Very few of these people he's helping had ever even heard of him. They don't know he broke the NBA record this year for most 3-pointers in a single season (272), or that he scored 54 points in a single road game against the Knicks, or that he was the breakout star of the NBA playoffs, including one 44-point game against the San Antonio Spurs that nearly caused Oakland to leap into the bay.
For each 3-pointer he hit, he donated three bed nets ($10 each), and now he was actually putting them up.
"I'm putting faces to nets right now," he said during a lunch break. "Like, one whole neighborhood is covered now here just thanks to Madison Square Garden. The Knicks covered Block 9, Street 11. I hope they know that."
I'm sure they're touched.
Curry is used to being guarded tightly, but not usually by AK-47s. There are three Tanzanian police carrying them in the bed of the Toyota pickup truck ahead of us as we knuckleball down the red dirt road to the refugee camp. Curry is sandwiched between two bodyguards, the one the Tanzanian government sent and the one his agent sent.
"I feel like I'm in a 'Bourne' movie," he says.
But the refugees aren't dangerous, they're just desperately poor. They beg him for his empty water bottles. They make dishes out of them. Their huts, which they must build themselves, have dirt floors. There's no electricity, and they can't afford candles to light them at night. One boy we met had only one shirt to wear, period, and that one only thanks to the Indianapolis Colts' loss to New Orleans in Super Bowl XLIV.
"And to think that the day before I left I was complaining about our condo," Curry thought aloud.
And yet it's better than where these refugees came from in the Democratic Republic of the Congo, where civil war forced them out of their homes in 1996. Many of them have never been outside the camp fences.
So it didn't matter what Curry did for a living. He was helping and he was strong and he was from somewhere else, so they mobbed him. A touch of Curry went a long, long way. He carried one little boy, named Obama, around for an hour. He was continually being handed taped-up balls of yarn -- refugees' version of basketballs -- to shoot at them. Once he was asked to shoot it into the giant metal pan a woman was balancing on her head 20 feet away. It rimmed out.
He tried to teach their two basketball teams to play. He'd holler "give and go!" and "backdoor!" and other instructions they'd never heard of. It wasn't exactly the D League. One kid kissed the ball just before he shot it. The big, 6-foot-5 guy only cherry-picked.

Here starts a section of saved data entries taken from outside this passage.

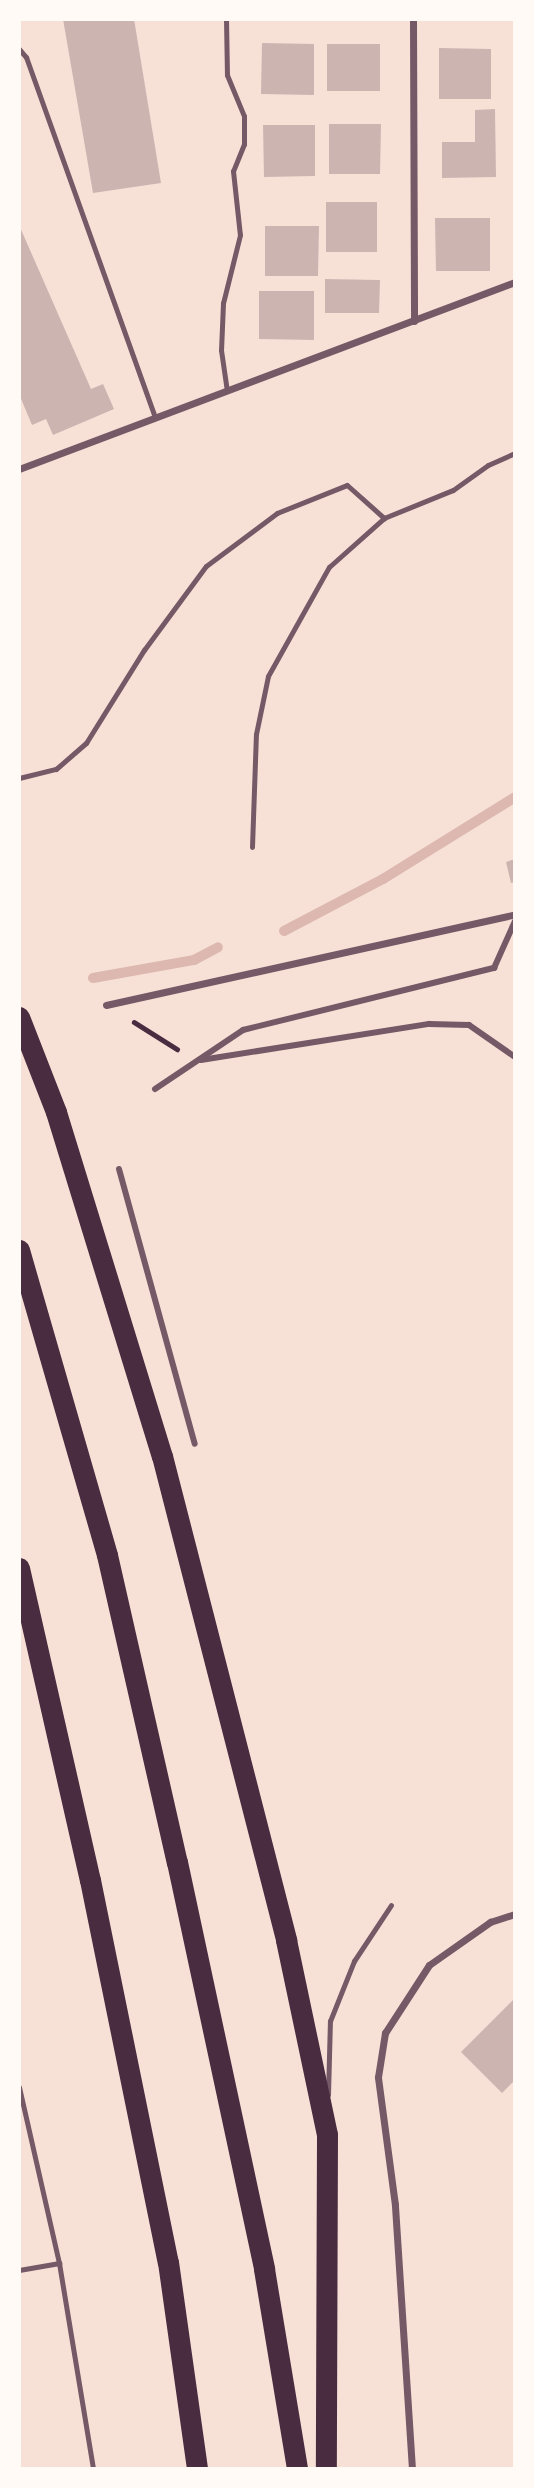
<!DOCTYPE html>
<style>
body{margin:0}
#map{position:relative;width:534px;height:2488px;overflow:hidden;background:#f7e1d7;font-family:"Roboto Condensed",sans-serif}
div>[style]{position:absolute}
[style*='--x']{left:calc(var(--x)*1px);top:calc(var(--y)*1px);width:calc(var(--w)*1px);rotate:calc(var(--a)*1deg)}
.stream>*{height:10px;margin:-5px;padding:0 5px;transform-origin:5px;border-radius:5px;background:#dcb8b0}
.building>*{inset:0;background:#ccb4b1}
.path>*{height:4.5px;margin:-2.25px;padding:0 2.25px;transform-origin:2.25px;border-radius:2.25px;background:#4a2c40}
.service>*{height:5px;margin:-2.5px;padding:0 2.5px;transform-origin:2.5px;border-radius:2.5px;background:#755966}
.pedestrian>*{height:6px;margin:-3px;padding:0 3px;transform-origin:3px;border-radius:3px;background:#755966}
.minor>*{height:7px;margin:-3.5px;padding:0 3.5px;transform-origin:3.5px;border-radius:3.5px;background:#755966}
.motorway>*{height:21px;margin:-10.5px;padding:0 10.5px;transform-origin:10.5px;border-radius:10.5px;background:#4a2c40}
span{translate:-50% -50%;white-space:nowrap;text-align:center;line-height:1.15;-webkit-text-stroke:7px #fffaf5;paint-order:stroke}
.frame{position:absolute;inset:0;border:21px solid #fffaf5;pointer-events:none}
</style>
<div id="map">
<div class="stream">
<i style="--x:284;--y:931;--w:112;--a:-27.7"></i>
<i style="--x:383;--y:879;--w:155;--a:-31.8"></i>
<i style="--x:93;--y:978;--w:103;--a:-10.1"></i>
<i style="--x:194;--y:960;--w:27;--a:-28"></i>
</div>
<div class="building">
<i style="clip-path:polygon(63px 19px,134px 19px,161px 183px,93px 193px)"></i>
<i style="clip-path:polygon(262px 43px,314px 44px,314px 95px,261px 94px)"></i>
<i style="clip-path:polygon(327px 44px,380px 44px,380px 91px,327px 91px)"></i>
<i style="clip-path:polygon(439px 48px,491px 49px,491px 99px,439px 99px)"></i>
<i style="clip-path:polygon(495px 109px,496px 177px,442px 178px,442px 142px,475px 142px,475px 110px)"></i>
<i style="clip-path:polygon(329px 124px,381px 124px,380px 174px,329px 174px)"></i>
<i style="clip-path:polygon(263px 125px,315px 125px,315px 176px,264px 177px)"></i>
<i style="clip-path:polygon(326px 202px,377px 202px,377px 252px,326px 252px)"></i>
<i style="clip-path:polygon(435px 218px,490px 218px,490px 271px,436px 271px)"></i>
<i style="clip-path:polygon(19px 225px,91px 389px,103px 384px,114px 409px,53px 435px,46px 419px,32px 425px,19px 394px)"></i>
<i style="clip-path:polygon(265px 226px,319px 226px,318px 276px,265px 276px)"></i>
<i style="clip-path:polygon(325px 279px,380px 280px,379px 313px,325px 313px)"></i>
<i style="clip-path:polygon(259px 291px,314px 291px,314px 340px,259px 339px)"></i>
<i style="clip-path:polygon(515px 859px,515px 882px,511px 883px,506px 862px)"></i>
<i style="clip-path:polygon(515px 1998px,515px 2080px,502px 2093px,461px 2052px)"></i>
</div>
<div class="path">
<i style="--x:134;--y:1022;--w:51;--a:32.1"></i>
</div>
<div class="service">
<i style="--x:226;--y:19;--w:56;--a:89"></i>
<i style="--x:227;--y:75;--w:44;--a:67.5"></i>
<i style="--x:244;--y:116;--w:28;--a:90"></i>
<i style="--x:244;--y:144;--w:29;--a:112"></i>
<i style="--x:233;--y:171;--w:64;--a:83.8"></i>
<i style="--x:240;--y:235;--w:70;--a:104"></i>
<i style="--x:223;--y:303;--w:47;--a:92.4"></i>
<i style="--x:221;--y:350;--w:41;--a:81.7"></i>
<i style="--x:19;--y:49;--w:11;--a:49"></i>
<i style="--x:26;--y:57;--w:383;--a:70.3"></i>
<i style="--x:19;--y:778;--w:38;--a:-14"></i>
<i style="--x:56;--y:769;--w:40;--a:-41"></i>
<i style="--x:86;--y:743;--w:110;--a:-58.1"></i>
<i style="--x:144;--y:650;--w:104;--a:-53.6"></i>
<i style="--x:206;--y:566;--w:89;--a:-36.7"></i>
<i style="--x:277;--y:513;--w:75;--a:-21.8"></i>
<i style="--x:347;--y:485;--w:50;--a:41.7"></i>
<i style="--x:252;--y:847;--w:113;--a:-88"></i>
<i style="--x:256;--y:734;--w:59;--a:-78.3"></i>
<i style="--x:268;--y:676;--w:125;--a:-60.8"></i>
<i style="--x:329;--y:567;--w:74;--a:-41.7"></i>
<i style="--x:384;--y:518;--w:74;--a:-22.1"></i>
<i style="--x:453;--y:490;--w:43;--a:-35.5"></i>
<i style="--x:488;--y:465;--w:30;--a:-24"></i>
<i style="--x:19;--y:2087;--w:180;--a:77.2"></i>
<i style="--x:59;--y:2263;--w:209;--a:80.6"></i>
<i style="--x:328;--y:2095;--w:74;--a:-88.5"></i>
<i style="--x:330;--y:2021;--w:65;--a:-68.2"></i>
<i style="--x:354;--y:1961;--w:67;--a:-56.5"></i>
<i style="--x:19;--y:2270;--w:41;--a:-9.9"></i>
</div>
<div class="pedestrian">
<i style="--x:201;--y:1060;--w:231;--a:-9"></i>
<i style="--x:429;--y:1024;--w:40;--a:1.4"></i>
<i style="--x:469;--y:1025;--w:56;--a:34.8"></i>
<i style="--x:155;--y:1089;--w:106;--a:-33.8"></i>
<i style="--x:243;--y:1030;--w:259;--a:-13.9"></i>
<i style="--x:494;--y:968;--w:51;--a:-65.9"></i>
<i style="--x:119;--y:1169;--w:285;--a:74.6"></i>
</div>
<div class="minor">
<i style="--x:413;--y:19;--w:302;--a:89.8"></i>
<i style="--x:19;--y:469;--w:530;--a:-20.66"></i>
<i style="--x:106;--y:1005;--w:419;--a:-12.5"></i>
<i style="--x:412;--y:2469;--w:265;--a:-93.7"></i>
<i style="--x:395;--y:2205;--w:129;--a:-97.6"></i>
<i style="--x:378;--y:2077;--w:45;--a:-81"></i>
<i style="--x:385;--y:2033;--w:81;--a:-57.1"></i>
<i style="--x:429;--y:1965;--w:75;--a:-35.2"></i>
<i style="--x:490;--y:1922;--w:26;--a:-18"></i>
</div>
<div class="motorway">
<i style="--x:19;--y:1017;--w:102;--a:68.7"></i>
<i style="--x:56;--y:1112;--w:360;--a:72.9"></i>
<i style="--x:162;--y:1456;--w:500;--a:75.6"></i>
<i style="--x:286;--y:1940;--w:198;--a:78.1"></i>
<i style="--x:327;--y:2134;--w:335;--a:90.2"></i>
<i style="--x:19;--y:1250;--w:317;--a:73.9"></i>
<i style="--x:107;--y:1555;--w:315;--a:77.2"></i>
<i style="--x:177;--y:1862;--w:416;--a:77.9"></i>
<i style="--x:264;--y:2269;--w:203;--a:80.6"></i>
<i style="--x:19;--y:1568;--w:320;--a:77.2"></i>
<i style="--x:90;--y:1880;--w:390;--a:78.5"></i>
<i style="--x:168;--y:2262;--w:209;--a:82"></i>
</div>
<div class="frame"></div>
</div>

The camp's best shooter, Gerrard Mubake, lost to Curry in a 3-point shooting contest, and then left me this note to give to Curry:
"don't let me in this camp. will die. here peaple killed peaple. back in 1996 my father and my mum died in the war, so i'm left alone. i want to be in your two hands."
"I don't know what to say to him," Curry says.
Stephen Curry's life has hit the turbo button since he torched the playoffs. He will be on the cover of Capri Sun juice squeezers this season. And GQ. He's going to have his own reality show on Comcast.
His All-Star snub last season looks even more ridiculous now: The man shot 45 percent from the 3-point line! He is a cinch to make the 2016 USA Olympic team. His life has changed a thousand ways. But none more than from coming to Africa.
"This has been totally eye-opening," he said at the end, covered in red dirt and sweat and joy. "I picked nets because it's a way people can make a huge difference right away. We can really save kids' lives. I've seen it now. I'll never forget it."
When I founded Nothing But Nets in 2006, I begged for help from anybody, anywhere. But I never dreamed we'd get so much from a rising NBA star. I never thought we'd find one who would look up long enough from his Twitter feed and his Piguet watch to notice suffering, much less suffering 8,000 miles from the U.S. I couldn't have imagined we'd find a young man who would not only donate us nets, but actually come to Africa and hang them with us.
Should have known it would be Curry. He's always had a beautiful follow through.